# Speeding up differential power analysis using integrated power traces

Vojtěch Miškovský, Hana Kubátová, Martin Novotný Faculty of Information Technology Czech Technical University in Prague Prague, Czech Republic {miskovoj,kubatova,novotnym}@fit.cvut.cz

*Abstract*—Side-channel attacks, including differential power analysis (DPA), are still an emerging topic. To make a deep research about DPA, one needs to be able to perform it as fast as possible. There are many possible ways to decrease the time of the attack. In this paper, we propose a way to decrease the duration of the correlation computations of this kind of attack by decreasing the number of samples per a power trace using an integration based aggregation method. We comprehensively describe this idea and present the results of an experimental evaluation focusing on the time efficiency of this approach.

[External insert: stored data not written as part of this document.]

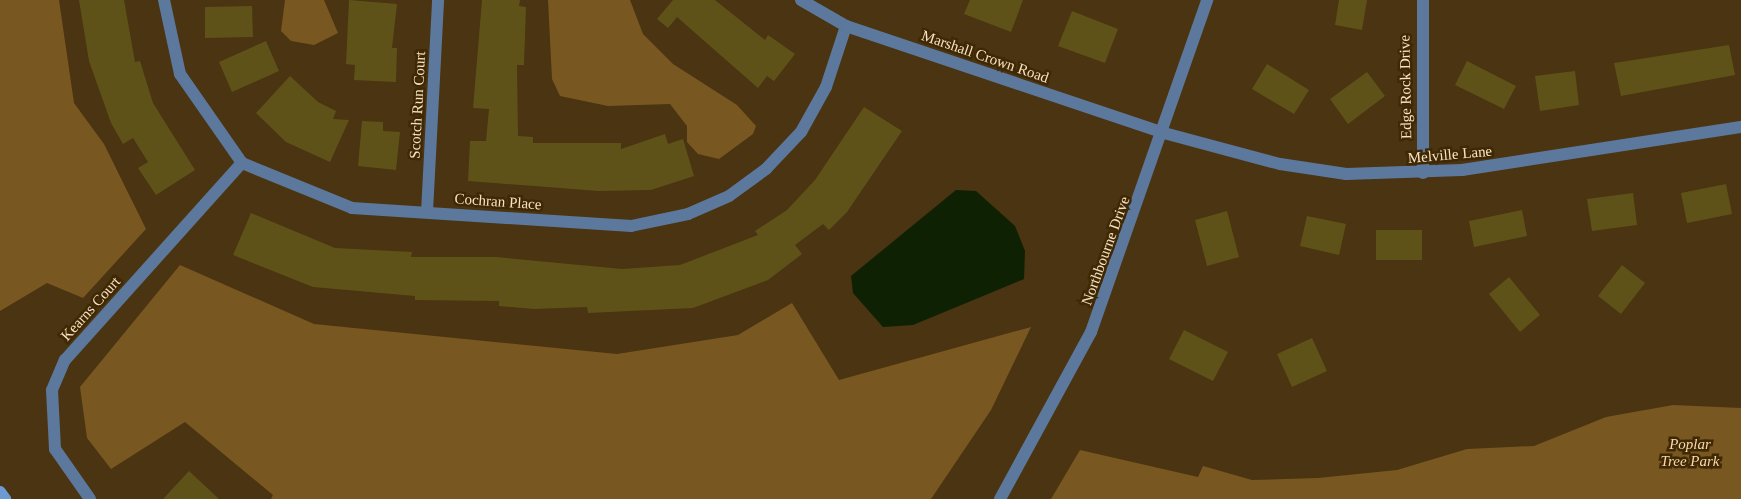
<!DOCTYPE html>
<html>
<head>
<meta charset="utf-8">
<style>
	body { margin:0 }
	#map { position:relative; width:1741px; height:499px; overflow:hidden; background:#4a3411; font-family:"Times New Roman",serif }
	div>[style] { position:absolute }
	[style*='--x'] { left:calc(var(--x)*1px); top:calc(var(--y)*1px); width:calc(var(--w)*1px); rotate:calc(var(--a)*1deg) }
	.green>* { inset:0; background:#795721 }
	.water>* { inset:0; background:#0e2103 }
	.building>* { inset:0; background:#5f5218 }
	.minor>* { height:12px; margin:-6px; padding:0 6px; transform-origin:6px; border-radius:6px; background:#5c789c }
	.tertiary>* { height:12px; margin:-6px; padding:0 6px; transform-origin:6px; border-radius:6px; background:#5c789c }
	.secondary>* { height:12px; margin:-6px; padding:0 6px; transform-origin:6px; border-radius:6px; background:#6e9ad4 }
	span { translate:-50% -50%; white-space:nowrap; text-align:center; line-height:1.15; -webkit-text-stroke:5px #3f2905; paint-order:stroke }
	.street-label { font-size:15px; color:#f9e2c2 }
	.park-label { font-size:15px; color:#fad8ab; font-style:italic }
</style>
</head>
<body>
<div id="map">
	<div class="green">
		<div style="clip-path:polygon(0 0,59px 0,74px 103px,104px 144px,146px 229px,83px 298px,47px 283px,0 311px)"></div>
		<div style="clip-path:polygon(285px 0,324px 0,338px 33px,314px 45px,291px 41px,281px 31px)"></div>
		<div style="clip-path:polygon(548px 0,630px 0,643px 34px,673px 64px,737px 105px,756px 126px,753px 134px,719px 159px,698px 154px,687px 142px,687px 126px,670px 104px,608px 106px,560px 96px,552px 79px)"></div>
		<div style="clip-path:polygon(180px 265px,314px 324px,617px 354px,738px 335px,792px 303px,839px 380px,1031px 327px,991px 410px,931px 499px,271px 499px,273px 495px,185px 422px,111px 469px,87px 438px,80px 387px)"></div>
		<div style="clip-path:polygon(1673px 405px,1741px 408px,1741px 499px,1051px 499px,1080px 450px,1198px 477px,1203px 466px,1252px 480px,1318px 478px,1397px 470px,1467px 449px,1534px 446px,1606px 417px)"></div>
	</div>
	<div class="water">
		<div style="clip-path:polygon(956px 190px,976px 191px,1015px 226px,1025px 251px,1024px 279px,913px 325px,883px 327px,853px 293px,851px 276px)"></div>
	</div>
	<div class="building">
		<div style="clip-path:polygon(79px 0,124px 0,135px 62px,140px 61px,153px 103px,195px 170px,156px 195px,138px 168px,148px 162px,133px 138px,123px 144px,111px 123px,89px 61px)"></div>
		<div style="clip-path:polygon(349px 0,397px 4px,392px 48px,397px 48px,396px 82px,354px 80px,355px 65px,346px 64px)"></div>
		<div style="clip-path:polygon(482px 0,520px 0,519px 6px,526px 7px,524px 65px,517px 65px,518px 136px,533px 137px,533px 143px,621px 143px,621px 149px,665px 134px,668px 144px,683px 139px,694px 176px,651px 190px,599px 191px,468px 181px,470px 141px,486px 141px,489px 109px,473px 108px)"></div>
		<div style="clip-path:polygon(673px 0,715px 0,765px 40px,768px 35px,795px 54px,774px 81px,767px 76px,758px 88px,677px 17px,668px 28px,657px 19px)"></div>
		<div style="clip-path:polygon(970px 0,1023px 0,1011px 32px,964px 14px)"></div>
		<div style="clip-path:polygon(1339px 0,1367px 0,1362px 30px,1335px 25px)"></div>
		<div style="clip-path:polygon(252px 6px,253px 37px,205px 38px,205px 7px)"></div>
		<div style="clip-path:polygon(1072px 11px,1118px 29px,1105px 63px,1058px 46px)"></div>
		<div style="clip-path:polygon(266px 41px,279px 71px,232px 92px,219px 62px)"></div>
		<div style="clip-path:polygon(1729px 45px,1735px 75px,1621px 96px,1614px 63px)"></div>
		<div style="clip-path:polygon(1467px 61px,1516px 86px,1504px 109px,1455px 85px)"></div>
		<div style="clip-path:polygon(1267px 64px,1309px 90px,1294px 114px,1252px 89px)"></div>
		<div style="clip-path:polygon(1575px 71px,1579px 105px,1540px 111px,1535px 76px)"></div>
		<div style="clip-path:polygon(1367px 72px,1385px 96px,1348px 124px,1330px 99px)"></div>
		<div style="clip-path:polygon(290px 76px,318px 102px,336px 111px,333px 119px,349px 120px,330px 162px,286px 142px,256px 113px)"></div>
		<div style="clip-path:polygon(864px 107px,902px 131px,847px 212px,829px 230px,823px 224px,795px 245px,802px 254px,768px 280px,693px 308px,588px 313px,587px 307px,534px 309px,499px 306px,499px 301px,415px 300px,415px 296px,313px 287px,233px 255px,251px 213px,335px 248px,412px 252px,411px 257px,496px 257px,622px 269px,680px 265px,758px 235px,755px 231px,787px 210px,815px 180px)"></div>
		<div style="clip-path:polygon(362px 121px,383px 122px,383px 131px,400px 132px,396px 170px,358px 166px)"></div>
		<div style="clip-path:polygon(1726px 184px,1732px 214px,1687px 223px,1681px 193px)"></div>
		<div style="clip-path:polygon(1633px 193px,1637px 225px,1592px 231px,1587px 199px)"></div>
		<div style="clip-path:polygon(1522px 210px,1527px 236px,1474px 247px,1469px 221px)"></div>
		<div style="clip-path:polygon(1227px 211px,1239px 257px,1207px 266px,1195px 220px)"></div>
		<div style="clip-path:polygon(1307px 216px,1346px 224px,1339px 255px,1300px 246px)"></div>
		<div style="clip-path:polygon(1376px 230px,1422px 230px,1422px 260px,1376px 260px)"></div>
		<div style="clip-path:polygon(1622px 265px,1645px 283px,1621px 314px,1598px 296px)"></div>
		<div style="clip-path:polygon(1509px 277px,1540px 315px,1520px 332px,1489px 294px)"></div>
		<div style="clip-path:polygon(1184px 330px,1228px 352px,1213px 381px,1169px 359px)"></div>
		<div style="clip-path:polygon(1312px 338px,1327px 371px,1292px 387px,1277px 354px)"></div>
		<div style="clip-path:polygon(189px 471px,219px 499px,163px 499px)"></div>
	</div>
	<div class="minor">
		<div style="--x:164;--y:0;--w:76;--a:77.8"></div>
		<div style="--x:180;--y:74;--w:108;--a:55.1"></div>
		<div style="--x:242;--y:163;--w:119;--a:22.2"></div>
		<div style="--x:352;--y:208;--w:280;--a:3.7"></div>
		<div style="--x:631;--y:226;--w:58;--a:-11.9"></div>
		<div style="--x:688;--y:214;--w:45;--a:-23.7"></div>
		<div style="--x:729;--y:196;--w:46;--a:-36.1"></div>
		<div style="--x:766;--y:169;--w:51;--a:-46.6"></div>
		<div style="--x:801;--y:132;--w:51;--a:-60.9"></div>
		<div style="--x:826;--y:87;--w:64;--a:-71.8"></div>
		<div style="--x:801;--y:0;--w:52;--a:30"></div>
		<div style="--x:846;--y:26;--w:336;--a:18.6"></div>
		<div style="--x:1164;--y:133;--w:120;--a:15"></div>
		<div style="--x:1280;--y:164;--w:67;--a:8.6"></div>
		<div style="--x:1346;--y:174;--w:116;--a:-2"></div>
		<div style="--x:1462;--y:170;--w:282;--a:-8.8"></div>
		<div style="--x:1423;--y:0;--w:173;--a:90"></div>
		<div style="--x:427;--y:212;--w:212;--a:-87"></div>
		<div style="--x:90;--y:499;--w:61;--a:-125"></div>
		<div style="--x:55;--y:449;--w:59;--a:-92.9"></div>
		<div style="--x:52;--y:390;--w:33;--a:-67"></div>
		<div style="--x:65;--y:360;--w:265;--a:-48.1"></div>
	</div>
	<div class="tertiary">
		<div style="--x:1000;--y:499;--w:190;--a:-61.4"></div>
		<div style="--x:1091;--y:332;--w:352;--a:-70.7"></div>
	</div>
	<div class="secondary">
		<div style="--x:0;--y:492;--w:9;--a:54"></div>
	</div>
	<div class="street-label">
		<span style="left:985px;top:57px;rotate:19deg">Marshall Crown Road</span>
		<span style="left:1406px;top:87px;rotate:-91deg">Edge Rock Drive</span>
		<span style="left:418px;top:105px;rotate:-87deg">Scotch Run Court</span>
		<span style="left:1450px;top:155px;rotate:-5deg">Melville Lane</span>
		<span style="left:498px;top:202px;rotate:4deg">Cochran Place</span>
		<span style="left:1106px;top:251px;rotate:-70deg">Northbourne Drive</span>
		<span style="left:91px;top:309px;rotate:-48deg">Kearns Court</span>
	</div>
	<div class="park-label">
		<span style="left:1690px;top:453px">Poplar<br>Tree Park</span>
	</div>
</div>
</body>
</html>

# Keywords-differential power analysis, side-channel attack, security, aggregation, correlation

#### I. INTRODUCTION

Side-channel attacks pose a security thread to any modern cryptographic device. As these attacks are based on physical properties of the device rather than cryptographic properties of the cipher, it is an issue even for the ciphers considered mathematically secure, such as AES. There are many possible side-channels (e.g. temperature [1], EM radiation [2], time [3], noise [4], etc.), but the most commonly used and the most exhaustively researched one is the power consumption.

In this paper, we focus on a common power consumption based side-channel attack called differential power analysis (DPA) [5] and specifically its correlation based variant (also called correlation power analysis (CPA)) [6]. The first step of this attack is to measure power consumption of the device during the cryptographic operation (usually encryption) using known plain text or cipher text. A large number of power consumption traces needs to be collected using the same secret (cipher key) during this step. In the next step, we need to choose a proper power model. The power model should be a function of plain or cipher text and a key and it should somehow estimate the expected power consumption. Using the power model, we estimate power consumption for each combination of previously measured plain/cipher text and possible key candidates (for this purpose, the key should be split into smaller parts, e.g. bytes or nibbles). Finally, we calculate correlation between real power consumption and estimations for each key candidate, where the most correlating key candidate is considered to be the correct one.

To research this attack, it is necessary to be able to perform it as fast as possible. There are multiple ways to achieve this. There are two highly time demanding parts of the attack: power measurement and correlation calculation. The time of the measurement mostly depends on the number of traces necessary to obtain the correct key and on the effectiveness of the trace acquisition. The number of traces needed is mostly given by the device under attack, but this number can also be decreased by some statistical methods (e.g. [7]). There are ways to increase the efficiency of the trace acquisition, as well. Some of these are proposed e.g. in [8]. In case of the correlation calculations, there are three properties influencing the computation time: number of power traces, number of samples per trace, and algorithmic efficiency. As the problem of decreasing the number of traces was discussed above and the ways to increase the efficiency of the calculations are proposed e.g. in [9], the remaining scope of improvement is in decreasing the number of samples per trace.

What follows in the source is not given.